Task:
Scan the records below for the line containing "height:16px; margin:-8px; padding:0" and the line containing "width:16px; height:16px; translate:-50%". Copy both, plus every line between, exactly.

Dataset excerpts:
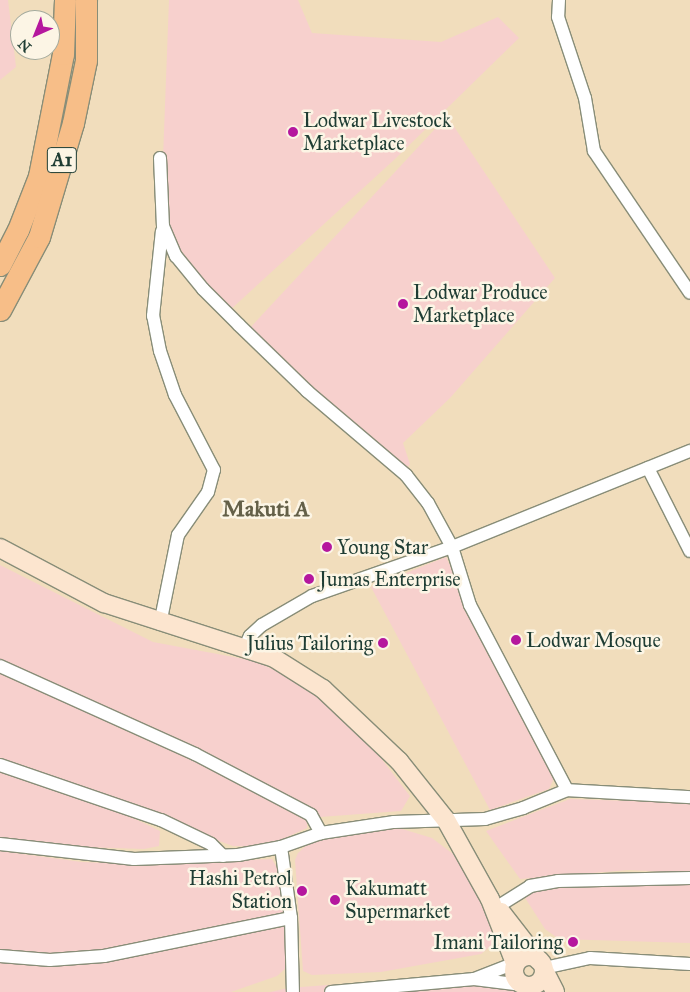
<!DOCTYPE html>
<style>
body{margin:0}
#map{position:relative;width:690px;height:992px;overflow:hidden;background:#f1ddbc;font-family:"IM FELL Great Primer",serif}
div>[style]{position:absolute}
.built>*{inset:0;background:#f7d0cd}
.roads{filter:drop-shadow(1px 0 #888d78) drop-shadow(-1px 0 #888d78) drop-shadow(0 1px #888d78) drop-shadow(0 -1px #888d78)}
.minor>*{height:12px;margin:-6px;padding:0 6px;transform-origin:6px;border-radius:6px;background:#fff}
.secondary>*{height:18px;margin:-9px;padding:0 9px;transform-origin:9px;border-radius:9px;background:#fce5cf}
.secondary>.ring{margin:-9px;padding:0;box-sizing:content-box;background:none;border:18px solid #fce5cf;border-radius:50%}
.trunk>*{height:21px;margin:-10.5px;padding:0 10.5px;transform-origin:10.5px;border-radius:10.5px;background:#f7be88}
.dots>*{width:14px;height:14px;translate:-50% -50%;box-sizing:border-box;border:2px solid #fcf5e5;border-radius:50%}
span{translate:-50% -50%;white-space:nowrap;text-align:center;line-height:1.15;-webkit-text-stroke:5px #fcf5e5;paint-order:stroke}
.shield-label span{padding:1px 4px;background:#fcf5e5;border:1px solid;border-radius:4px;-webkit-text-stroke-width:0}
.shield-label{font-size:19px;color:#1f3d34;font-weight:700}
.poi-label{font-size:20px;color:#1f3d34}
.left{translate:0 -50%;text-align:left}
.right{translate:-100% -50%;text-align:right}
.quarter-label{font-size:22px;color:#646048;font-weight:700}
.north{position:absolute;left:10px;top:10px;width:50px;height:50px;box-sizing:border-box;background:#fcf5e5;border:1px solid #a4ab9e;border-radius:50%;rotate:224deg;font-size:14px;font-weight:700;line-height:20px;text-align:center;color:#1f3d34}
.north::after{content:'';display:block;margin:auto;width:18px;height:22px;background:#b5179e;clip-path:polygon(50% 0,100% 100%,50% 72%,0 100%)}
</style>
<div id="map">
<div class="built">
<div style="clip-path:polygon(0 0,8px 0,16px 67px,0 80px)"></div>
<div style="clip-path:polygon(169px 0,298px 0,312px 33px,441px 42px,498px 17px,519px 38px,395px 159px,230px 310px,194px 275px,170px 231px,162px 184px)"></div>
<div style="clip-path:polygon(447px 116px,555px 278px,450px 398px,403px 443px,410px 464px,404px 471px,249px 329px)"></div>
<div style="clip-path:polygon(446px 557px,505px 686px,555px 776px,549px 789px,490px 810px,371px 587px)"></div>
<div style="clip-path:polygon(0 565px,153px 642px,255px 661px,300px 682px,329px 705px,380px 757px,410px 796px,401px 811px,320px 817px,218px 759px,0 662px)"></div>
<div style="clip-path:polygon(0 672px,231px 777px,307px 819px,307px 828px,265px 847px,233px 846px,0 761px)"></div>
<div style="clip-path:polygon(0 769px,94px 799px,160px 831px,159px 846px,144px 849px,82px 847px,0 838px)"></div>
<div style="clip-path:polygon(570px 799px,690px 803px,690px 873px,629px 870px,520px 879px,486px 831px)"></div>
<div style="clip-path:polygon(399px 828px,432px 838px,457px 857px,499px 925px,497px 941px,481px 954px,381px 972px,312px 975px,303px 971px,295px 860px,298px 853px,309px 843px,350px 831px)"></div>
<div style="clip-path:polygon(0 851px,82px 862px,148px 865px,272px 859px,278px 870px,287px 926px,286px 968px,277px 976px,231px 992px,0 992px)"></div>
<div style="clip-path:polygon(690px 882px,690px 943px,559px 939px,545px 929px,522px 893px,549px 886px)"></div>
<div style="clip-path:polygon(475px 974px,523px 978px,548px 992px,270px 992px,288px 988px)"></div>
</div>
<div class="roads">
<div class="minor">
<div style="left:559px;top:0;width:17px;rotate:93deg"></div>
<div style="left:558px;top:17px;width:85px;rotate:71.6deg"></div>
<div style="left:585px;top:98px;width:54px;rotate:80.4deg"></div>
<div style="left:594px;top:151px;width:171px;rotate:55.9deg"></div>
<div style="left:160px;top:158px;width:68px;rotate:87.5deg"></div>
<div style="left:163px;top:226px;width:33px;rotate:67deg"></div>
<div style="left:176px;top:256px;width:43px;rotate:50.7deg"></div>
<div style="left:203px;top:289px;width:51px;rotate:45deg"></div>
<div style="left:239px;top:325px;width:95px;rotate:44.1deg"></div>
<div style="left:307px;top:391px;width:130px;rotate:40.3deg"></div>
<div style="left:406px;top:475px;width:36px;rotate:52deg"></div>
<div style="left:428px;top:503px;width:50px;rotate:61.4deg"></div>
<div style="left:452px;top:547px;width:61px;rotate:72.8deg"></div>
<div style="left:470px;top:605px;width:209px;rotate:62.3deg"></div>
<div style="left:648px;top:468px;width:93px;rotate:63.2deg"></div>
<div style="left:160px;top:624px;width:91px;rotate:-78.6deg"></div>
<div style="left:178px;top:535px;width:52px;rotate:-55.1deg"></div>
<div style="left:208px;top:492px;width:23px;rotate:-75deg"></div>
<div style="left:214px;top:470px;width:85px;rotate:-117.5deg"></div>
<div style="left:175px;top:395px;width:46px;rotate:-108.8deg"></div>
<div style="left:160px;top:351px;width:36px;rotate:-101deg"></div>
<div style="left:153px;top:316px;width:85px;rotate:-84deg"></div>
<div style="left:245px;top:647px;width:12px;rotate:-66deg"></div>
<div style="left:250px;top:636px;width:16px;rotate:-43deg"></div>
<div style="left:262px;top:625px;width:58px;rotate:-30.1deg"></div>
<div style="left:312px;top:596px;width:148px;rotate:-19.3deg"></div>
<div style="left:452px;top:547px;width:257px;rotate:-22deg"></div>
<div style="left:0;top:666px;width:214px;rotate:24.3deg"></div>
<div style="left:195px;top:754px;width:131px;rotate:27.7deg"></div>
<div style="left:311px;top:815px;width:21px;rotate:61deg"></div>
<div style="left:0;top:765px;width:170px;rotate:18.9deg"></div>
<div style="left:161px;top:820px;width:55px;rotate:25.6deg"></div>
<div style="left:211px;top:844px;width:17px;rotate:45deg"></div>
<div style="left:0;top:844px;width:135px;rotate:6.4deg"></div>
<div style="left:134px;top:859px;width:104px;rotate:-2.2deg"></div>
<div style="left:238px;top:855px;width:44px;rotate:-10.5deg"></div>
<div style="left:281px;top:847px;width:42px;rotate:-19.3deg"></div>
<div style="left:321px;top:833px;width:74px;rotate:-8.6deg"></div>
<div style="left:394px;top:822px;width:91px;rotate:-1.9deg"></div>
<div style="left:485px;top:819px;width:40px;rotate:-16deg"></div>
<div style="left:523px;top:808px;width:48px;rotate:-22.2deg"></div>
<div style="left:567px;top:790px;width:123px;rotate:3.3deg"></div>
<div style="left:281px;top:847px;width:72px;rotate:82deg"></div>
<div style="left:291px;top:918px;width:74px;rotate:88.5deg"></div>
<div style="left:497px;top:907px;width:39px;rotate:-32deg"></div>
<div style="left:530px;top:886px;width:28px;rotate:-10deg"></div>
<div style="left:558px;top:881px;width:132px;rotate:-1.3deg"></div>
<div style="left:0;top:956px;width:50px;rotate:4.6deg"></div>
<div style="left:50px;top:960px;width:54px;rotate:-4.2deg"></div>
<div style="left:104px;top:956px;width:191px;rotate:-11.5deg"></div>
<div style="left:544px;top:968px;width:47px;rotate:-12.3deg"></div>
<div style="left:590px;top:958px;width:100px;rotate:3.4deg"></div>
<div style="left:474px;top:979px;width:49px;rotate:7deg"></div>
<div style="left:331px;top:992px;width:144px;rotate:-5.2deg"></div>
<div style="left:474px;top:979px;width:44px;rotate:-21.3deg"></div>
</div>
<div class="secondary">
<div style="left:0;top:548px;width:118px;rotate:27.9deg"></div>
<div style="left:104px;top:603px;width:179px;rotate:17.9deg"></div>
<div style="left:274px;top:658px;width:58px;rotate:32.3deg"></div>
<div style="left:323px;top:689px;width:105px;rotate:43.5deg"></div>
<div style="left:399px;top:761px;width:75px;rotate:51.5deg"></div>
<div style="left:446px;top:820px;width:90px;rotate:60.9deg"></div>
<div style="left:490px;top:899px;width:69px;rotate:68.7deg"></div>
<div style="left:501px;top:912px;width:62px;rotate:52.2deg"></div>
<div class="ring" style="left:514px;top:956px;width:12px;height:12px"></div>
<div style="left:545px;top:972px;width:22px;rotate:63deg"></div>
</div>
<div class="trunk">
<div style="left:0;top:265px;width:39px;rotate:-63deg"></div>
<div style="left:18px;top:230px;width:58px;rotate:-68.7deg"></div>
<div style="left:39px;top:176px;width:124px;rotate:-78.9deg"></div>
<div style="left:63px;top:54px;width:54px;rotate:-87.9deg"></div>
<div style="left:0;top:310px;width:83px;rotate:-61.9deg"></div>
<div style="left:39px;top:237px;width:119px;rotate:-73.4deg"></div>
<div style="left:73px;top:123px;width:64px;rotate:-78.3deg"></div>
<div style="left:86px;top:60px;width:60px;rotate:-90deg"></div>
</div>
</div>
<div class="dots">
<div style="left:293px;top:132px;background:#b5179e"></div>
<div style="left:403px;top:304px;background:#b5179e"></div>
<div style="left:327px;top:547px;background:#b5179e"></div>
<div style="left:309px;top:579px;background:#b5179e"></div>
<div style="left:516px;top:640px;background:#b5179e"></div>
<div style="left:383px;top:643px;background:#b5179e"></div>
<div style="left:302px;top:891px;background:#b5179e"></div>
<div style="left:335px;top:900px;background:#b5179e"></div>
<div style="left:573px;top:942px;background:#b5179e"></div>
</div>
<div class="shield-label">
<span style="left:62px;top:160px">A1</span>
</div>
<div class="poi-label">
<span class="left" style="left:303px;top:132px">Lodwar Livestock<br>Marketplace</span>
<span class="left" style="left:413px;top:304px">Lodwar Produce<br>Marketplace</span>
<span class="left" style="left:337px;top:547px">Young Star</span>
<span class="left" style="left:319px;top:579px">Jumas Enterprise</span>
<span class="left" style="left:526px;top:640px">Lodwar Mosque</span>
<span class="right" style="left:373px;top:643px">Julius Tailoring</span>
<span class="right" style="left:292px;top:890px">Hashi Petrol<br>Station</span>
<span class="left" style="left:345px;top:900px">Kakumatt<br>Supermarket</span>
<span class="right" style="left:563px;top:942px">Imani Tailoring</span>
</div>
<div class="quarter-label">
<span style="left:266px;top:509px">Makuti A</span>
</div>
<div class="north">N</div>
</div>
--
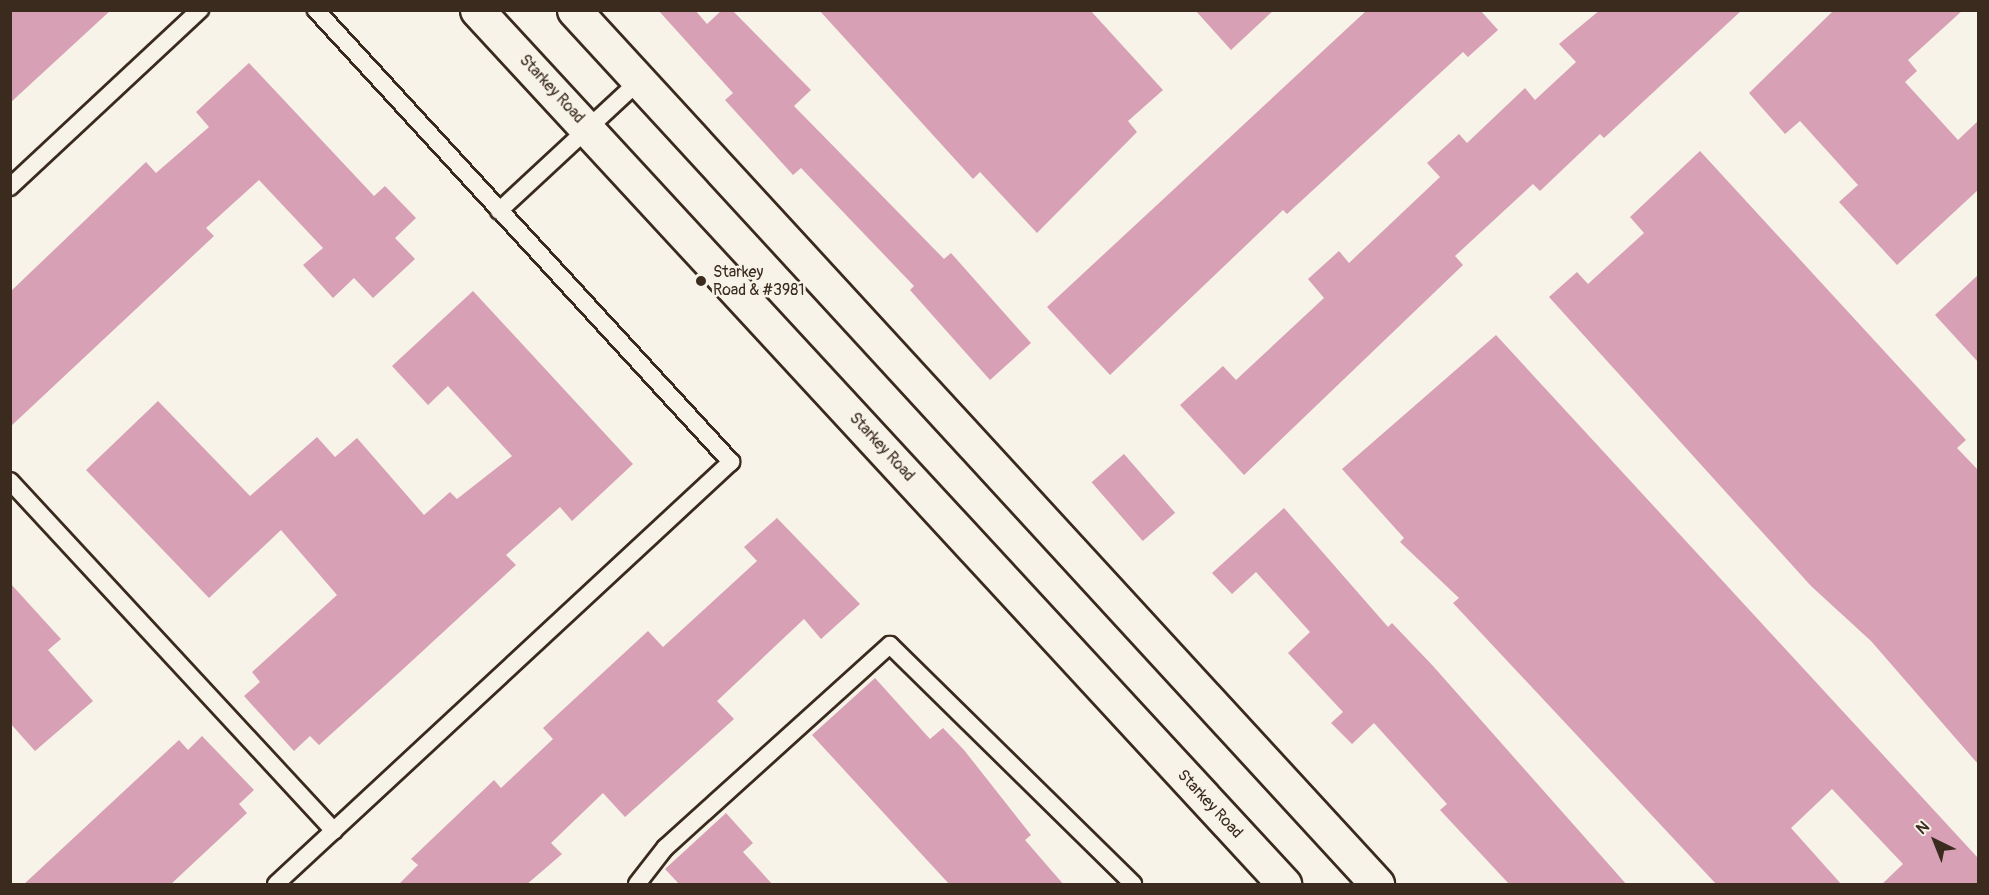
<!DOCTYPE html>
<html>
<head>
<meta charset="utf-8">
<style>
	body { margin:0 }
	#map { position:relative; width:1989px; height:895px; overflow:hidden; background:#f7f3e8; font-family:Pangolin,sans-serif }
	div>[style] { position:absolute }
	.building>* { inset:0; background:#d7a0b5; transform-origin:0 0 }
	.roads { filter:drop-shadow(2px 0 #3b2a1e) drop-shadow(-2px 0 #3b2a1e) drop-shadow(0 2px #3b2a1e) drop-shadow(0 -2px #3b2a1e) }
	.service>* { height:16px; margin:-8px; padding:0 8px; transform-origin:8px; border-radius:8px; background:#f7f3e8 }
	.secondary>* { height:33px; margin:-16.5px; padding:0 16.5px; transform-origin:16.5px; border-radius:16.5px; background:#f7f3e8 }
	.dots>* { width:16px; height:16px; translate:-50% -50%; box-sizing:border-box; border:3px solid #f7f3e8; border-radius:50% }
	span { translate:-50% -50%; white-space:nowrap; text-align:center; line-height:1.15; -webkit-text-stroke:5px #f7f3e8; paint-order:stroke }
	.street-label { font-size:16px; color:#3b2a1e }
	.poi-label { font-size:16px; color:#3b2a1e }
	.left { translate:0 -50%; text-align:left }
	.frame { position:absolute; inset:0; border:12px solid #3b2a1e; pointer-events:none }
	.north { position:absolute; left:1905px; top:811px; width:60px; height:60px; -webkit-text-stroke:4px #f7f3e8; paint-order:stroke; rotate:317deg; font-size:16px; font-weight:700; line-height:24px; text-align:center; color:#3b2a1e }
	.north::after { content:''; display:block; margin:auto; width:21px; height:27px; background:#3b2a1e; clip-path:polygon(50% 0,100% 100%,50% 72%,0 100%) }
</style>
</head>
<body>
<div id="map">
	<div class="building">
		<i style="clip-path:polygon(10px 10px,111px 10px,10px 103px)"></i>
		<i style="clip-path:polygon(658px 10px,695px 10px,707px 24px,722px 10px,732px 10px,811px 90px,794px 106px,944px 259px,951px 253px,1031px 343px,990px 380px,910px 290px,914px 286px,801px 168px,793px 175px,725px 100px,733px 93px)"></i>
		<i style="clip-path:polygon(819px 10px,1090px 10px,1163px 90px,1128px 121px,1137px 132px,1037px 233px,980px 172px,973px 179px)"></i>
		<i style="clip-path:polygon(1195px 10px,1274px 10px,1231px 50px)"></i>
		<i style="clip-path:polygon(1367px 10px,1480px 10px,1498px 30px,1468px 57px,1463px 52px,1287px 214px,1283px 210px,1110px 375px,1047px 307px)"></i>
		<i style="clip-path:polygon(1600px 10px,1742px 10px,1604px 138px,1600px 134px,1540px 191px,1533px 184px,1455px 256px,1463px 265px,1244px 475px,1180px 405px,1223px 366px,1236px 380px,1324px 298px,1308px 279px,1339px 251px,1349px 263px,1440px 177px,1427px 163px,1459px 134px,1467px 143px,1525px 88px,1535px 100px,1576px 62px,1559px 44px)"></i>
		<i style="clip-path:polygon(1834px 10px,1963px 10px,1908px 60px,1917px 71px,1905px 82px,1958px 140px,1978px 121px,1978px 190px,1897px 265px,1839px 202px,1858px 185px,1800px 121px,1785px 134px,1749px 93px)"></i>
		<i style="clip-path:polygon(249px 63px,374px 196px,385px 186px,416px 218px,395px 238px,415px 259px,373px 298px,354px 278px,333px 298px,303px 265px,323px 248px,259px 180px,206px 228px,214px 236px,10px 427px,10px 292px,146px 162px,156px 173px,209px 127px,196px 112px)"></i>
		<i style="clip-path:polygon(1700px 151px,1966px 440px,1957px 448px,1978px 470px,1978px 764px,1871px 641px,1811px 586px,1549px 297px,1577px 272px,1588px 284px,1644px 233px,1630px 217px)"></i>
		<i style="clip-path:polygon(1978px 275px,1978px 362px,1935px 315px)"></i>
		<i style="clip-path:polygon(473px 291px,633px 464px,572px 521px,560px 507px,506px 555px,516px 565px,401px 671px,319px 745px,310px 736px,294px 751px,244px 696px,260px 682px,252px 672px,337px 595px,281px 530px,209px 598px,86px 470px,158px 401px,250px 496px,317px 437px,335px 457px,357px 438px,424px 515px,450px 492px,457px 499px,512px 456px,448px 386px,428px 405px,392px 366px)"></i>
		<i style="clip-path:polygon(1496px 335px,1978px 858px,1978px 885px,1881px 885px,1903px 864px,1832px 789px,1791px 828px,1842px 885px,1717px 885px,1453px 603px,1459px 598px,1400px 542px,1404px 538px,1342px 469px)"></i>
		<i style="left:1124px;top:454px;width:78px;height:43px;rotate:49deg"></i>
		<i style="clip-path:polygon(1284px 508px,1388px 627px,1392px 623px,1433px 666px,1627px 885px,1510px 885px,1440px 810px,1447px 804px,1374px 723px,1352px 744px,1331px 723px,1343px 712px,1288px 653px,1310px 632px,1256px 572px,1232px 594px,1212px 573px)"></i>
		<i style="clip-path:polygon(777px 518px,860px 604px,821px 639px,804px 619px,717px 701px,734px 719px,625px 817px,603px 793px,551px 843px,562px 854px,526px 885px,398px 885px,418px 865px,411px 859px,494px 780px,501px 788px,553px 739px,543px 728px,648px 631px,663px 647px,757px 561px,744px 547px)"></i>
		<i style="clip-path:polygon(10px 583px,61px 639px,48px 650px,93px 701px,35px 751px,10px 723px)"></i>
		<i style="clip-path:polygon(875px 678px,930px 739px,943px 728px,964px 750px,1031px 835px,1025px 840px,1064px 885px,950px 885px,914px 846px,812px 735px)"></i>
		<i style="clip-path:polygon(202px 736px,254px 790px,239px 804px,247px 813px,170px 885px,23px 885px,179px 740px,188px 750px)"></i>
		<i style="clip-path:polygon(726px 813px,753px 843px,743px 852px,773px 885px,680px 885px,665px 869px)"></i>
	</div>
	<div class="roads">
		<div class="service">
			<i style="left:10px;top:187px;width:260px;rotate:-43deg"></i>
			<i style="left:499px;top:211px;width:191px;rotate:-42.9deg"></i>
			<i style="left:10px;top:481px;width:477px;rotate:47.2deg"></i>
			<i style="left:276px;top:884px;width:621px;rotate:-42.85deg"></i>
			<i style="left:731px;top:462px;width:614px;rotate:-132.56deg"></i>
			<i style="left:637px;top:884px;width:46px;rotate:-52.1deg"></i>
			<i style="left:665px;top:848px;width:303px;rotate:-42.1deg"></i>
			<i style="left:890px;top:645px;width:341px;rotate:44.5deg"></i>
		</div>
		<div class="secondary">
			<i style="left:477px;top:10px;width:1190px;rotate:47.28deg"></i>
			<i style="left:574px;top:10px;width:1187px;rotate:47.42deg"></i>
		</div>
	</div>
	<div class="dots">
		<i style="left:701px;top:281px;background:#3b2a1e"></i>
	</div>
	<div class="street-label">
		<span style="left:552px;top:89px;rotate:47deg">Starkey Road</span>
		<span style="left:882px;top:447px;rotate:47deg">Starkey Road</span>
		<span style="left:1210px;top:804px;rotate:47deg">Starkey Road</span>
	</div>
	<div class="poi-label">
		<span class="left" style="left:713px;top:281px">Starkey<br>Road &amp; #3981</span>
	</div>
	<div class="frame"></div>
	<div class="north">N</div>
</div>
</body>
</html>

Output below:
	.service>* { height:16px; margin:-8px; padding:0 8px; transform-origin:8px; border-radius:8px; background:#f7f3e8 }
	.secondary>* { height:33px; margin:-16.5px; padding:0 16.5px; transform-origin:16.5px; border-radius:16.5px; background:#f7f3e8 }
	.dots>* { width:16px; height:16px; translate:-50% -50%; box-sizing:border-box; border:3px solid #f7f3e8; border-radius:50% }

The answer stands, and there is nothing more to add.